● **Dataset entries**
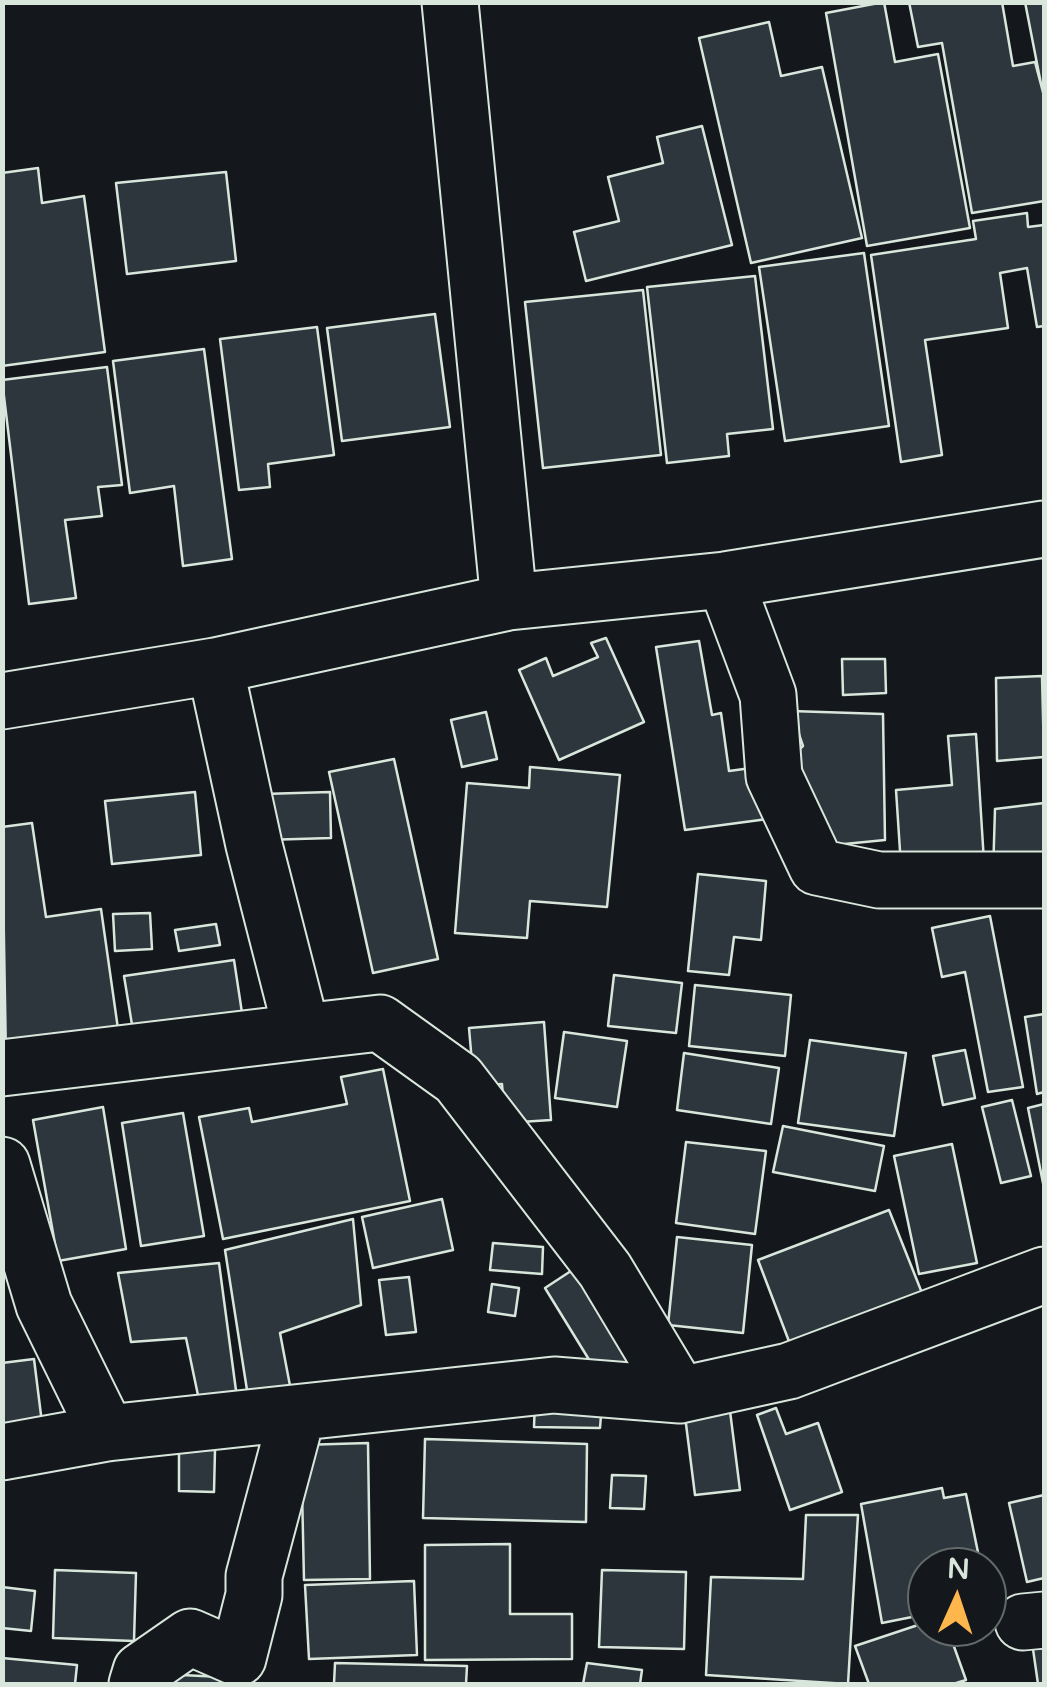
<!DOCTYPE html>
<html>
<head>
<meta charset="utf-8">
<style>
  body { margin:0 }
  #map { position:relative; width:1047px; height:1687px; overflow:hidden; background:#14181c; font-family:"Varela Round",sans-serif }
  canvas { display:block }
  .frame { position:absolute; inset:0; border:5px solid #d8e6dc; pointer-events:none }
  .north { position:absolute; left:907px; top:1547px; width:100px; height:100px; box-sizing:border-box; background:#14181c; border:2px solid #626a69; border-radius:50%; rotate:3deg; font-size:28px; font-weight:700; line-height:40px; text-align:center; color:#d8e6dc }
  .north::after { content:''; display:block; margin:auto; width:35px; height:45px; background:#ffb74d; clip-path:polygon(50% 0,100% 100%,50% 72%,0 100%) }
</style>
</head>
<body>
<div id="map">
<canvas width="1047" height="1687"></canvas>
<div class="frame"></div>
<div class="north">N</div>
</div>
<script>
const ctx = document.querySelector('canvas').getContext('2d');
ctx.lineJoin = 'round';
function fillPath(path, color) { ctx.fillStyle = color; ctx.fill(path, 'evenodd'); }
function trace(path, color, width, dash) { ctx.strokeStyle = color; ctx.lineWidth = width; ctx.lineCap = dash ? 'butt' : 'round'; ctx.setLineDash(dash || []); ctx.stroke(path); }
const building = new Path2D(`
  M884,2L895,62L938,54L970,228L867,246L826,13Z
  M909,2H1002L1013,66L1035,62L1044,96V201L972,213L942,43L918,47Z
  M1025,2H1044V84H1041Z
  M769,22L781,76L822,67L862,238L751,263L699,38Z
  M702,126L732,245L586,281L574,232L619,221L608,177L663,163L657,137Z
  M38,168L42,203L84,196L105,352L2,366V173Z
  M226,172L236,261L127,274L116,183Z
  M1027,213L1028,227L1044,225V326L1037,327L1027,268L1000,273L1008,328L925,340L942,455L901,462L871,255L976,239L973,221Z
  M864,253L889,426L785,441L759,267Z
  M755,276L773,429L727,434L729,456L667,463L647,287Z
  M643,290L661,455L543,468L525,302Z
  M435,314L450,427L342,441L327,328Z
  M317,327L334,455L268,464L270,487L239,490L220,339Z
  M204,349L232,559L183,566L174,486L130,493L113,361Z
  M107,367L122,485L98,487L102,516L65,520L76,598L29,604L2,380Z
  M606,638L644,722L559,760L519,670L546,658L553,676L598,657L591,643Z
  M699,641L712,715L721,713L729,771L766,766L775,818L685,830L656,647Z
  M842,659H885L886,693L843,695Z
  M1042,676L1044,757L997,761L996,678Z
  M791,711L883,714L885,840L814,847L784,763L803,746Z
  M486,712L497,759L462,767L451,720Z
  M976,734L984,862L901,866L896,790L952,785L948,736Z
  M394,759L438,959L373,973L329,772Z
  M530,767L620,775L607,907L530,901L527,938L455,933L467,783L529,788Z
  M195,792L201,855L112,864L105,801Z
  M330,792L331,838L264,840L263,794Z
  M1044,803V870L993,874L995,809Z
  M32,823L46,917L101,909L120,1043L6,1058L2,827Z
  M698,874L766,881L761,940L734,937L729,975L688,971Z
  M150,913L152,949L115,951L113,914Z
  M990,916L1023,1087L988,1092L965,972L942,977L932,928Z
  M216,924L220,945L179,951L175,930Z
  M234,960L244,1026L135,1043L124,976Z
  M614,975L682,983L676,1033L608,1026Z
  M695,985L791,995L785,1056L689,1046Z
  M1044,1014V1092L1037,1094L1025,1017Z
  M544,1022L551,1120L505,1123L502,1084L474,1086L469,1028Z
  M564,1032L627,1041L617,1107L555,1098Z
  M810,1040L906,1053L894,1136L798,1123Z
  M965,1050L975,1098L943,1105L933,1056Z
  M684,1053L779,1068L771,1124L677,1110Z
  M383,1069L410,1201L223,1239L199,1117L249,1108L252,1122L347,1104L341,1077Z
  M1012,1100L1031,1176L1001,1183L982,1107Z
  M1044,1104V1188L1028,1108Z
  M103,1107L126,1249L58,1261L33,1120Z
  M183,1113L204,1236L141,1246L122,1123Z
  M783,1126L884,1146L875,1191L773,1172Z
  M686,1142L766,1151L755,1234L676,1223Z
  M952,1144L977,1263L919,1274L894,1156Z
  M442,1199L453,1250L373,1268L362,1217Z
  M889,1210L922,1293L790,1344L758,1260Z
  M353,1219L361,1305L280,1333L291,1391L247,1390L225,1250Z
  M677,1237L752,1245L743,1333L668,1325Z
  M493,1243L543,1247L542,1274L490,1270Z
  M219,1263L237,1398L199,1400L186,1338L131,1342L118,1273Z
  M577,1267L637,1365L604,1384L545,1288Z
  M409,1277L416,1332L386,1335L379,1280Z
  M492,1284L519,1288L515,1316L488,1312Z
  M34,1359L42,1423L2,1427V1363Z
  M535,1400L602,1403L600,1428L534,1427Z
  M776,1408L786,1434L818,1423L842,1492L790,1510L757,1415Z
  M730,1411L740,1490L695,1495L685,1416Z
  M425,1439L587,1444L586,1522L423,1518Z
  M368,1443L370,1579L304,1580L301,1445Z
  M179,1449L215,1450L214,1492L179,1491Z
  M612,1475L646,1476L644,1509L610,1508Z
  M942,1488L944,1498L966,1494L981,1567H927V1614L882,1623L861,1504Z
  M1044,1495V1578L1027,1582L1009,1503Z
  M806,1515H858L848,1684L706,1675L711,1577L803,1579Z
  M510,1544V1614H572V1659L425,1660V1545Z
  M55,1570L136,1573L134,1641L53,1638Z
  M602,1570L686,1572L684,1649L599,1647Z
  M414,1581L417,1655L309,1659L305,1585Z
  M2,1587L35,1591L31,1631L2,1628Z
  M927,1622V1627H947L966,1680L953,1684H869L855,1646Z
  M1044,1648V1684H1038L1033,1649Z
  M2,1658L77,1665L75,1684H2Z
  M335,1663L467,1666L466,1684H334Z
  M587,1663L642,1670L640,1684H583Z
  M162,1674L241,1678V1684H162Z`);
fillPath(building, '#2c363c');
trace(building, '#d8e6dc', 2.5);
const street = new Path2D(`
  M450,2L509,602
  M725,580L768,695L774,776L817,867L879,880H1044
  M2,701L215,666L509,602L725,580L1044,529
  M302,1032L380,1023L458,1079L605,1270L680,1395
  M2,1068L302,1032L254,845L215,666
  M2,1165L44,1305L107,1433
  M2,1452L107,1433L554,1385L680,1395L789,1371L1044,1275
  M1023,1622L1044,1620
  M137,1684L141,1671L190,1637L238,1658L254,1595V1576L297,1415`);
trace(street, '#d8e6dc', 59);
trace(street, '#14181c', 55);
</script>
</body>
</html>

...

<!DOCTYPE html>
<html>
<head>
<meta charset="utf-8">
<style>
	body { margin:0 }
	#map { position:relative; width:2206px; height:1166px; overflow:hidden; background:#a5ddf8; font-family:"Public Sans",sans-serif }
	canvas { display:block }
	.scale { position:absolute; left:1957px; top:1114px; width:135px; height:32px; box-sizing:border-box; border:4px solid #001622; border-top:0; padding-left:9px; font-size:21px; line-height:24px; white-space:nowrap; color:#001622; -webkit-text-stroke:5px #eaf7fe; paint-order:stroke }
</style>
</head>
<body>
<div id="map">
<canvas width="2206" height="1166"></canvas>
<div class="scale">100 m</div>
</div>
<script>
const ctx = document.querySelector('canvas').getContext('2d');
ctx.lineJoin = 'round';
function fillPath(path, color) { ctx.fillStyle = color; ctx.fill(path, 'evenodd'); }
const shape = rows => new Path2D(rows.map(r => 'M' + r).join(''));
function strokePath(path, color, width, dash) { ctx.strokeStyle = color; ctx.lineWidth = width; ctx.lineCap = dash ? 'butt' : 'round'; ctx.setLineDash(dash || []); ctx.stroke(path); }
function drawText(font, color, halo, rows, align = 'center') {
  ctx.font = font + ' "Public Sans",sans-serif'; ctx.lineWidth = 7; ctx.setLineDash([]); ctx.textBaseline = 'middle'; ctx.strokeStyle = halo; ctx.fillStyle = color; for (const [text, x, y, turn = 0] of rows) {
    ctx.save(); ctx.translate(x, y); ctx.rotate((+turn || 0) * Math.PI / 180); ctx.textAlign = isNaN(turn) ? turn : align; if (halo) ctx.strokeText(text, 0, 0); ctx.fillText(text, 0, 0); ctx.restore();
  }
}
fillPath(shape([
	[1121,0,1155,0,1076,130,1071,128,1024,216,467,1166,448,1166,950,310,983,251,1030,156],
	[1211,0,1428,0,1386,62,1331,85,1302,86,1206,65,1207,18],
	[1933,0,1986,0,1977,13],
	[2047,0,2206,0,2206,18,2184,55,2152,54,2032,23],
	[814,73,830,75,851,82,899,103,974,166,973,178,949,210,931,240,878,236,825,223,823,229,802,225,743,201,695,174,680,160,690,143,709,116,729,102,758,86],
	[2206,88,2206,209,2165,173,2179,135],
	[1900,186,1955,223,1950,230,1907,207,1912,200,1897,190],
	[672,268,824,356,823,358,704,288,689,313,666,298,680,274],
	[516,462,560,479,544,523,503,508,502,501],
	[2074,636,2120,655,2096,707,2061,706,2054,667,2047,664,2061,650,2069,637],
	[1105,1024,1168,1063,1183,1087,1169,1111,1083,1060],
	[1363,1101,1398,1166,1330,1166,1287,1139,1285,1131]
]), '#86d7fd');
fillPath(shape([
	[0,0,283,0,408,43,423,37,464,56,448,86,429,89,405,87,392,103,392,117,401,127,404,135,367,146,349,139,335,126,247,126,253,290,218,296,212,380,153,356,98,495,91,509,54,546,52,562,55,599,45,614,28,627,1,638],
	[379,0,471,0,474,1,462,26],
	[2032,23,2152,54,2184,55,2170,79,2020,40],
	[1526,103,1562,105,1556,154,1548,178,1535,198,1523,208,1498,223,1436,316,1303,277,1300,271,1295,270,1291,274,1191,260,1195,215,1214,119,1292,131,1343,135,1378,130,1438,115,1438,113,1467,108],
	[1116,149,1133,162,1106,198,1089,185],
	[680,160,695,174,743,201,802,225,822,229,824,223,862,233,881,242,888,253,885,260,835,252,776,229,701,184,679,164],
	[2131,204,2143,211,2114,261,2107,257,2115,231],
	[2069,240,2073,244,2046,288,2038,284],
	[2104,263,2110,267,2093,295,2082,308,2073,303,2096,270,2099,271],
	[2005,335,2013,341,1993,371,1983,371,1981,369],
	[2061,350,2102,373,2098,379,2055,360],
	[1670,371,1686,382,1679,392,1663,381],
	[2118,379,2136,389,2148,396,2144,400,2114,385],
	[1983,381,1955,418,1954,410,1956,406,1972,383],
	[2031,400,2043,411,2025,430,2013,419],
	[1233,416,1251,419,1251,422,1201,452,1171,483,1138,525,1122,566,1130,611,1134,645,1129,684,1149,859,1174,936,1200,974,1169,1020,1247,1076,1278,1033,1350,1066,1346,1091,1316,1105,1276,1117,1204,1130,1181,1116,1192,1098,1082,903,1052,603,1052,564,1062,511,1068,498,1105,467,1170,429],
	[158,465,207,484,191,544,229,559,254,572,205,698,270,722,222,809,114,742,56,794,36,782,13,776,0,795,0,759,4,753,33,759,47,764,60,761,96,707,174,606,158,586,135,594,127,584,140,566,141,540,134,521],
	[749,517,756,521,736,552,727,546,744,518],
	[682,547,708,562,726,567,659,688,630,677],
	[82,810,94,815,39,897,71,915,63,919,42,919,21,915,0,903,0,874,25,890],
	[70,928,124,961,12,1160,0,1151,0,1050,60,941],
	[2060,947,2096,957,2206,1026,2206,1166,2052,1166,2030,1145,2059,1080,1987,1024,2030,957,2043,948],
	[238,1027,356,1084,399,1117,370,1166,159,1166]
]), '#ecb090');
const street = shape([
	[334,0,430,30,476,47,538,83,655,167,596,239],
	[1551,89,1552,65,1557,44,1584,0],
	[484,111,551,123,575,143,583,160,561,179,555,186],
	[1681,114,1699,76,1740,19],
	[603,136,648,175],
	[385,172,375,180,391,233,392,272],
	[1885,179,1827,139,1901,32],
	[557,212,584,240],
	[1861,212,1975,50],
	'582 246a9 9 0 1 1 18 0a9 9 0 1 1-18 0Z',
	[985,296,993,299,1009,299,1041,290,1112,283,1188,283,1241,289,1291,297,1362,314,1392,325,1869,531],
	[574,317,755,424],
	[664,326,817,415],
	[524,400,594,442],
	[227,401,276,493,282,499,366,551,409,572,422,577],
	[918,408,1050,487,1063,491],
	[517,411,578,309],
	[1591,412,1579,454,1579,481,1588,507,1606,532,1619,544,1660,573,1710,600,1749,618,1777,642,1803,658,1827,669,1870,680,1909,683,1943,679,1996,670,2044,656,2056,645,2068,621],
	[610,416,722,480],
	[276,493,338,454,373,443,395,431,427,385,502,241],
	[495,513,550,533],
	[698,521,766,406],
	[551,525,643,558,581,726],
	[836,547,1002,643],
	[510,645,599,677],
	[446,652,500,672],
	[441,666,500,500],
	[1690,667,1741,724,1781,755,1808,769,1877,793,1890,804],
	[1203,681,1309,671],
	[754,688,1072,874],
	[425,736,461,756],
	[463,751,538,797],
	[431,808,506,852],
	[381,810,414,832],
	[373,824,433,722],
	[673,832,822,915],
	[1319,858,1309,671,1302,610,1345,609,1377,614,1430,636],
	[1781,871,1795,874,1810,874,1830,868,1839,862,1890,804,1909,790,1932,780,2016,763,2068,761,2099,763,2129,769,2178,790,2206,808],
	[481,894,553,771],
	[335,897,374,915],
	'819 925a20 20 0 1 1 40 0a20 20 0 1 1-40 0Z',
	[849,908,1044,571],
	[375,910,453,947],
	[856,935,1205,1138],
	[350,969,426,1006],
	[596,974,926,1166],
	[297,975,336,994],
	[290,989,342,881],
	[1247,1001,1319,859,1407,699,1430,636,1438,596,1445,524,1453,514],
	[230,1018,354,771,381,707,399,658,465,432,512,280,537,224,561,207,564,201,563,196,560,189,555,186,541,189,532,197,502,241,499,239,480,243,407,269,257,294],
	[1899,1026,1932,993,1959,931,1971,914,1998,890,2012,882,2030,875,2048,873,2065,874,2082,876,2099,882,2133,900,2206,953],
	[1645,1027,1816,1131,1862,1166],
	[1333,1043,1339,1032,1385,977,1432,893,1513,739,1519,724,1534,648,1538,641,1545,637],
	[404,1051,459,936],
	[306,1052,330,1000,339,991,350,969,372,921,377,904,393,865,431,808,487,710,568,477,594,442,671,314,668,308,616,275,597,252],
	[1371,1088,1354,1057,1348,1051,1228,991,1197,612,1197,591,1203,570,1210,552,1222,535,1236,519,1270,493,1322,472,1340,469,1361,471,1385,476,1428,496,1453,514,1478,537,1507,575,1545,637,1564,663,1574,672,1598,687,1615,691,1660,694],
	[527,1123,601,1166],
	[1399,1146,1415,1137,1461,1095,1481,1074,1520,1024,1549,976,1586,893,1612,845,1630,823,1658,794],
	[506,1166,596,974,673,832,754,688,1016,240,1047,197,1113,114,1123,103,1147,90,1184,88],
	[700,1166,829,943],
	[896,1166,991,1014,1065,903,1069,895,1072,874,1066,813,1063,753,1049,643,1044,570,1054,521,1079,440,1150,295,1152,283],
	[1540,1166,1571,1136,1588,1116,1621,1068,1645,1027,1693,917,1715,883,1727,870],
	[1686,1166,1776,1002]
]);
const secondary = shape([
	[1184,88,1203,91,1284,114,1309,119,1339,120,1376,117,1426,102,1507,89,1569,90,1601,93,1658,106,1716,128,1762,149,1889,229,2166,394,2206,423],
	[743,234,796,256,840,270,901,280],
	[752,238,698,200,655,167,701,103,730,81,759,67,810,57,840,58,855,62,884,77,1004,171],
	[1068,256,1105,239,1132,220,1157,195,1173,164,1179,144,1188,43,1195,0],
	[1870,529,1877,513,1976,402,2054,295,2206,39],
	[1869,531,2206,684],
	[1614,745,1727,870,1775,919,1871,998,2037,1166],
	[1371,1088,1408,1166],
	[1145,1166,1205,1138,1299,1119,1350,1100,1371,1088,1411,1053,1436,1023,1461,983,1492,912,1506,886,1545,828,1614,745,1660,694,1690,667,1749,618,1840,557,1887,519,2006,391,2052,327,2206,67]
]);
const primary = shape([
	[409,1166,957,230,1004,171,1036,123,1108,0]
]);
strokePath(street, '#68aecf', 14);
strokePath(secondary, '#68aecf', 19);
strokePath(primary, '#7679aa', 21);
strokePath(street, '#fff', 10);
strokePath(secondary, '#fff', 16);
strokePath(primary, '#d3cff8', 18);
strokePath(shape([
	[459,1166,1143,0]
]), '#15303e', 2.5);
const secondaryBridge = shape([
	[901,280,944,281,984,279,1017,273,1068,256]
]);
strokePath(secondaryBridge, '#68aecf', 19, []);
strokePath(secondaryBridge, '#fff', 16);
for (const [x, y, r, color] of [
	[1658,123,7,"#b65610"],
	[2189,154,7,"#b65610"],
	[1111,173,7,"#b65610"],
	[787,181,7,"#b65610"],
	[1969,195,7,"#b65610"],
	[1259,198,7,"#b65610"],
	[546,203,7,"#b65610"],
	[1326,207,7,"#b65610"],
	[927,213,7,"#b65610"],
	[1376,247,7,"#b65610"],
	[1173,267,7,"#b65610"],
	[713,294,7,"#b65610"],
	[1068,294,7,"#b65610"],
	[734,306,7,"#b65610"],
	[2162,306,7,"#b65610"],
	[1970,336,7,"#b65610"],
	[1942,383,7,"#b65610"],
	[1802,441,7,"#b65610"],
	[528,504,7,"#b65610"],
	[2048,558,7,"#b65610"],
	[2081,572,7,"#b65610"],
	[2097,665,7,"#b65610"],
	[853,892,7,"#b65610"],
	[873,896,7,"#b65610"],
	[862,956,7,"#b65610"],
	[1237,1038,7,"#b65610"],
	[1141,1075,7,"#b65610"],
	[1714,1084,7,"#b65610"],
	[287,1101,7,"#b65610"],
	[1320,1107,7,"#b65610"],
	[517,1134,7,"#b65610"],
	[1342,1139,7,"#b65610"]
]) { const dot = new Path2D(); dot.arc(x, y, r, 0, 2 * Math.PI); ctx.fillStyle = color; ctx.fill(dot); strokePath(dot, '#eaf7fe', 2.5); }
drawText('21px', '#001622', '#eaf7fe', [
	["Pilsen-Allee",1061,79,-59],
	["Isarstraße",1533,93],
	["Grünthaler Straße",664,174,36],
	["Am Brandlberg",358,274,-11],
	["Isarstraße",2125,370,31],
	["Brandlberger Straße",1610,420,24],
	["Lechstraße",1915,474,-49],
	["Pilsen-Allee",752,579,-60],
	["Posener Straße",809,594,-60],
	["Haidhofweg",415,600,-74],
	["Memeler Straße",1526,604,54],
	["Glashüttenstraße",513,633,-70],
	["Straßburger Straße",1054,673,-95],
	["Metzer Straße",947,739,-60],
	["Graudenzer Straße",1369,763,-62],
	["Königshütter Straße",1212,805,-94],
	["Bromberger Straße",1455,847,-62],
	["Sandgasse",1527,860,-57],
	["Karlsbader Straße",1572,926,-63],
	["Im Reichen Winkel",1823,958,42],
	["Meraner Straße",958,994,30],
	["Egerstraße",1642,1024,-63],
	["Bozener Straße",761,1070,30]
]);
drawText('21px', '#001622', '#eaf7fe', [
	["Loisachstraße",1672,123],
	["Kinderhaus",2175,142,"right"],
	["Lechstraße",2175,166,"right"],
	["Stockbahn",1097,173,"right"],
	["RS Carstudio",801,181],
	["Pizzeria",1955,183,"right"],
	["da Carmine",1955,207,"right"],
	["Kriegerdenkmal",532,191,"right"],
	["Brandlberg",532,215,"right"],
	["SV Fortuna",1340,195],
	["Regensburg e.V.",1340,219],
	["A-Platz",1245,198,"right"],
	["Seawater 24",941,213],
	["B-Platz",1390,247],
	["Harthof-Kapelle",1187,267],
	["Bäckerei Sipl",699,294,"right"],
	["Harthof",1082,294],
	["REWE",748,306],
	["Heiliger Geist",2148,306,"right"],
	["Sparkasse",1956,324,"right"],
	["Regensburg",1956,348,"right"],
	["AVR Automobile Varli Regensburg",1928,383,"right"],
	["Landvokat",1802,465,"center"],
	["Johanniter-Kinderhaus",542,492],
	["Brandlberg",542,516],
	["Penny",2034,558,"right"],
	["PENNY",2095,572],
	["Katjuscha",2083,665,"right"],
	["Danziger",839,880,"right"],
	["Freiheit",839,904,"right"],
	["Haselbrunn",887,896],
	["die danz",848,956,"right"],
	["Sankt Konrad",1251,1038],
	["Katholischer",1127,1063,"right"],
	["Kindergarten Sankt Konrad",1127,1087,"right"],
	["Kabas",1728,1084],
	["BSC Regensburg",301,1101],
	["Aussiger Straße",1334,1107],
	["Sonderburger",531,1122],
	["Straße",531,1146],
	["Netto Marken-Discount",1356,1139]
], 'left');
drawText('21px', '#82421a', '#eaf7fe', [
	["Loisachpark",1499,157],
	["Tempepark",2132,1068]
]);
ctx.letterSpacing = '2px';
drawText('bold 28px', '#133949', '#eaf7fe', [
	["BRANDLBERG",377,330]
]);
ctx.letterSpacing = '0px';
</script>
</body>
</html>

● **REQUIRED ACTION**
Which lines above hold the word "turn"? Copy each of them.

● **RESPONSE AREA**
  ctx.font = font + ' "Public Sans",sans-serif'; ctx.lineWidth = 7; ctx.setLineDash([]); ctx.textBaseline = 'middle'; ctx.strokeStyle = halo; ctx.fillStyle = color; for (const [text, x, y, turn = 0] of rows) {
    ctx.save(); ctx.translate(x, y); ctx.rotate((+turn || 0) * Math.PI / 180); ctx.textAlign = isNaN(turn) ? turn : align; if (halo) ctx.strokeText(text, 0, 0); ctx.fillText(text, 0, 0); ctx.restore();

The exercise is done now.